Three years ago, when her other band couldn’t make it to the Battle of the Jug Bands, Nygard found some replacement players. And they’ve been together ever since.

Locally, the band has played benefit shows, including for the Rape and Abuse Crisis Center. In the past month, they’ve gigged at the Northsider Bar in north Moorhead’s All Star Bowl. But right now, the focus is winning the coveted waffle iron – spray painted gold – bestowed upon the champion of the battle of the Jug Bands. While some bands at the battle have elaborate period costumes and staging, Alien Brain and the Jugular Vein decided against it – although one year they did wear tin foil hats.

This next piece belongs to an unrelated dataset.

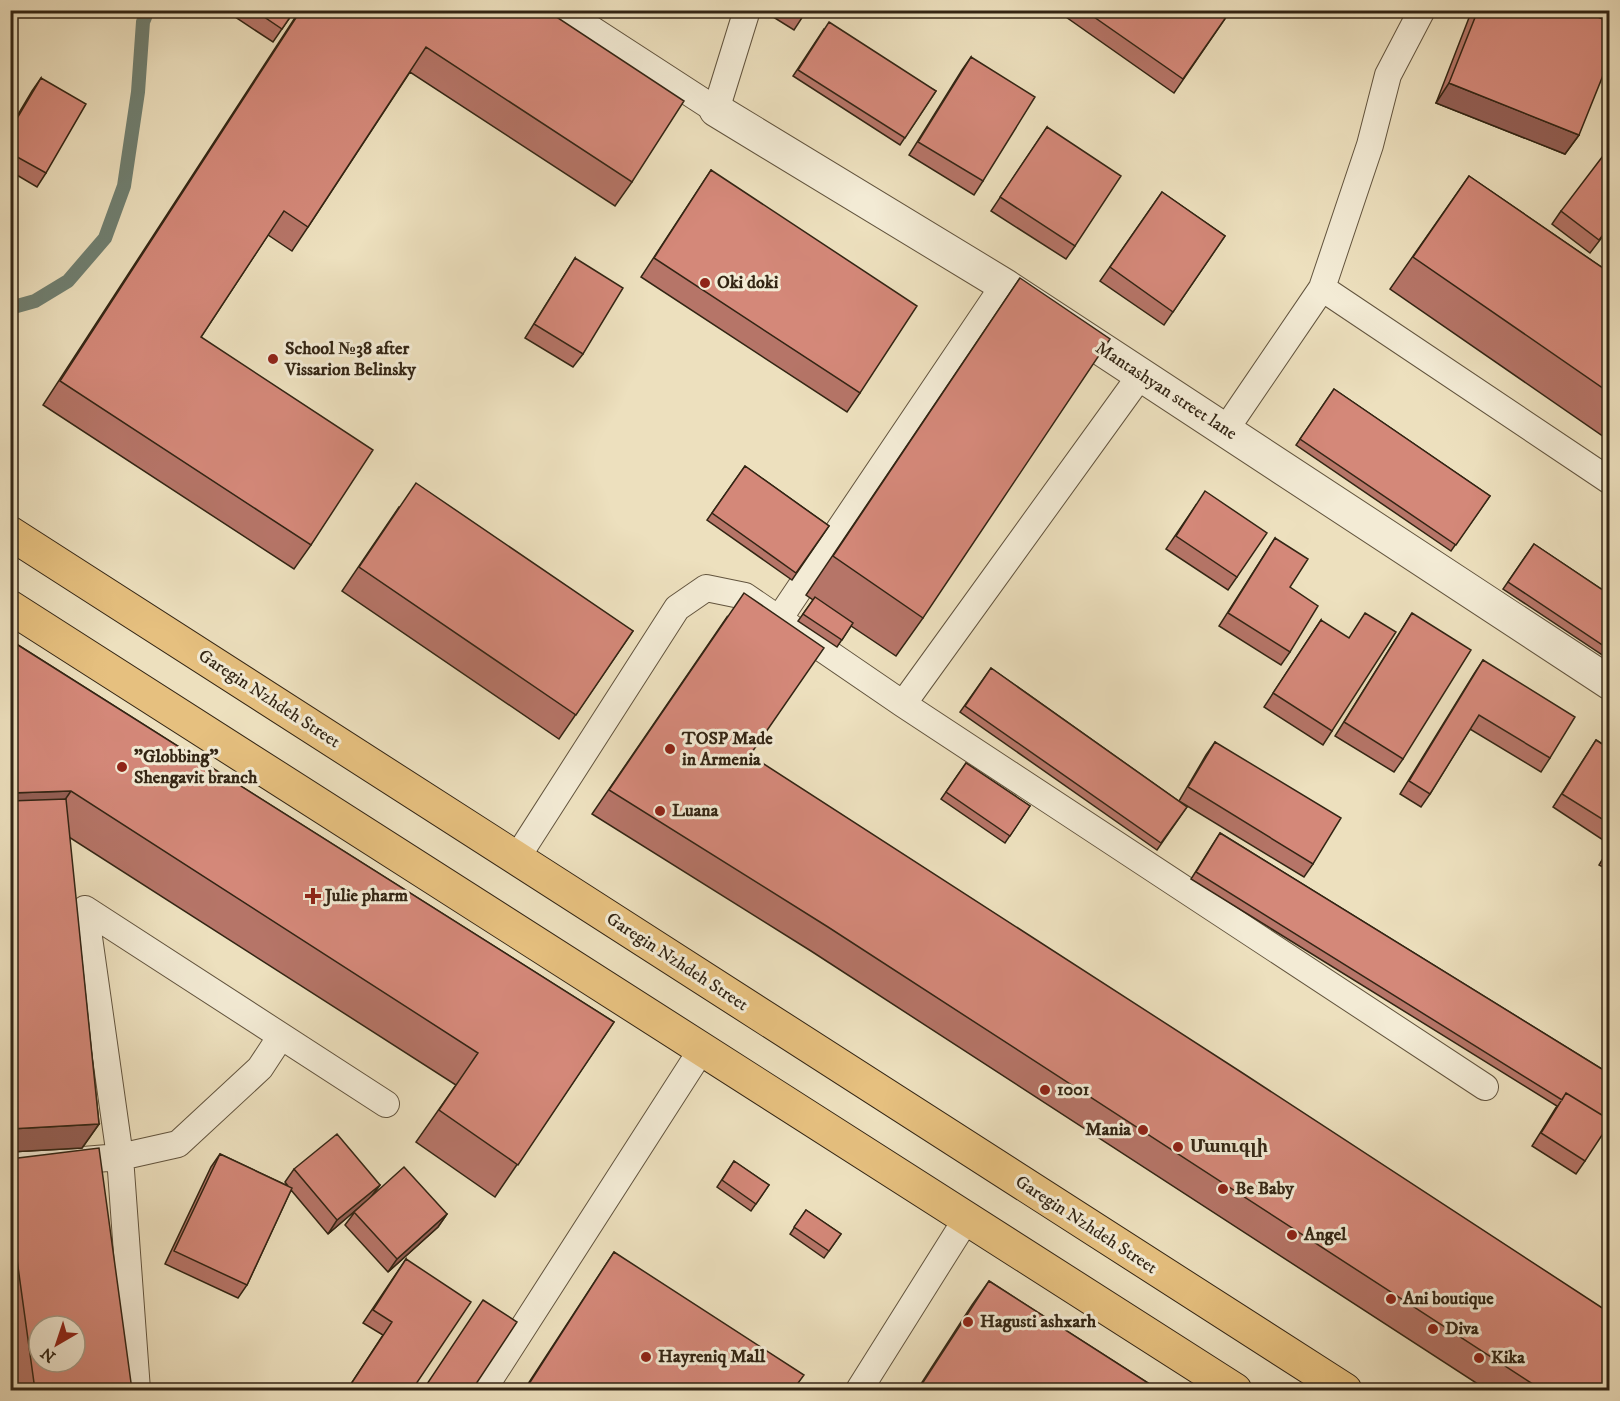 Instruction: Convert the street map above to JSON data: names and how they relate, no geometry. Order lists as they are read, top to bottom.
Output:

“Our music is more of the thing,” Nygard said, before fiddling to the 1928 Harry McClintock tune, “The Bum Song.” “I think we’ve gotten a lot better.”

Last year, the band took second place out of a few dozen competitors, and Nygard took home the “triangle of power” individual prize for being the best multi-instrumentalist. Band members are confident they can seize the waffle iron this year.

Besides Alien Brain and the Jugular Vein, Nygard leads the roots outfit Amanda Standalone and the Pastry Shop Girls. And last month, she tried out for The Voice.

Nygard maintains a philosophical outlook about not advancing in that competition.

“Anything that will be sustainable and will actually grow has to happen in its own time,” she said. “You climb the ladder just like any other thing. Sometimes the idea of making it to the top seems absurd … I’m a folk musician, man. C’mon.”